The £60,000 project was an example to the bloated bureaucracies of the hundreds of aid agencies based in Nairobi. The two Irishwomen flew on budget flights; worked for free; rented an unfurnished house; and worked with second-hand equipment. Before finding a premises, the project was co-ordinated from public phones in Mathare.

While aid-agency workers spin around in Land-Rovers, the women's only transport was a £50 bicycle and the cheap but dangerous matatu public buses. Just two weeks into the project Emer fractured a leg while getting out of a matatu and spent the rest of her time on crutches.
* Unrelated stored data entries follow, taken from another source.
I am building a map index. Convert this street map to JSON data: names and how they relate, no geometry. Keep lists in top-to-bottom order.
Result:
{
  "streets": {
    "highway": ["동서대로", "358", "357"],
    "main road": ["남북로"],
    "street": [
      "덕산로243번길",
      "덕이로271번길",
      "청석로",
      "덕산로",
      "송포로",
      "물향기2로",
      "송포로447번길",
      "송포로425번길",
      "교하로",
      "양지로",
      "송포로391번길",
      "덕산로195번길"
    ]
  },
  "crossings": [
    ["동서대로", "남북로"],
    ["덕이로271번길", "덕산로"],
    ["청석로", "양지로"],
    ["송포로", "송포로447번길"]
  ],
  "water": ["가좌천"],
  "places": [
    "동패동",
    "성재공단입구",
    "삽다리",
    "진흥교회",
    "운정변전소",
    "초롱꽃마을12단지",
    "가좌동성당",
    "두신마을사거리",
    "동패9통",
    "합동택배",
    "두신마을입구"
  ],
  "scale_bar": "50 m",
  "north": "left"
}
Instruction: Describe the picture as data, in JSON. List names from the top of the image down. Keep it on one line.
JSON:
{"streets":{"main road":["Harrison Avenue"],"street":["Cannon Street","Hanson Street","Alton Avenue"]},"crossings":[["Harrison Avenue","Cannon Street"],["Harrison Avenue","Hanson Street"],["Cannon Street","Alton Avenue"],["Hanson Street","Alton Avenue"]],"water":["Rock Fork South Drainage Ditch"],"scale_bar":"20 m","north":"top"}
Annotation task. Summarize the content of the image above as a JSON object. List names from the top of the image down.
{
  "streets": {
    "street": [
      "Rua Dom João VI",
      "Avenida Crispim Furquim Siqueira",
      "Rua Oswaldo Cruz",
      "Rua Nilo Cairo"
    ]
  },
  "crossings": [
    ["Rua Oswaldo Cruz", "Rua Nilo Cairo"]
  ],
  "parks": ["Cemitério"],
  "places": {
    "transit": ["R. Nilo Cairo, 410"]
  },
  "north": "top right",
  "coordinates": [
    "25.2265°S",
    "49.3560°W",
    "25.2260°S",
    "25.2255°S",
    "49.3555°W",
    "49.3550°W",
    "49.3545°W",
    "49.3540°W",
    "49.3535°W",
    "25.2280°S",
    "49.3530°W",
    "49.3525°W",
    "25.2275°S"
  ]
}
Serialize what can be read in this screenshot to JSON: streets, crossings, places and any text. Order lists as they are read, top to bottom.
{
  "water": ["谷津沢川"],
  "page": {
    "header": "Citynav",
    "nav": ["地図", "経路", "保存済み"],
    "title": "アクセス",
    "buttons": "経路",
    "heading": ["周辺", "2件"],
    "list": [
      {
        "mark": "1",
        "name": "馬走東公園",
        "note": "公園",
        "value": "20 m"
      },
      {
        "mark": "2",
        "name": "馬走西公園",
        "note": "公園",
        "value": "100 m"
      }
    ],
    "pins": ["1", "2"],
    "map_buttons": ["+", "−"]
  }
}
They also had to adjust to the slower pace of life in Africa.

"In the beginning we were more stressed by the difficulties," says Emer. "But people aren't sitting under a tree and saying everything will be OK tomorrow. People work at things very hard, but even then they still don't always happen," says Emer.

They were also surprised at the proliferation of small corner shops with e-mail facilities. Emer has discovered more than 100 during her stay. But the Internet does not have the same potential for change as in the West, Emer says.

"Before, I had this romantic idea that they could skip the industrial age and go straight into cyberspace. But now I feel it's more that the gap will widen if they don't get with it soon."

For the Nairobits children, though, the project has opened up a world of possibility they never knew existed. While Emer and Fiona are flying back to the Netherlands this weekend to restart their careers, the project will continue.

There will be weekly workshops from local Internet specialists until the end of the year, and some students have obtained work placements from local companies.

Earlier, there were fears that the students, none of whom has computers, might get disillusioned after the project.

"We were afraid we might open a door that would then slam shut," says Fiona. Any such doubts have evaporated.

"The Internet is incredible," says 18-year-old Josses Karani. "It's like having the whole world in one box."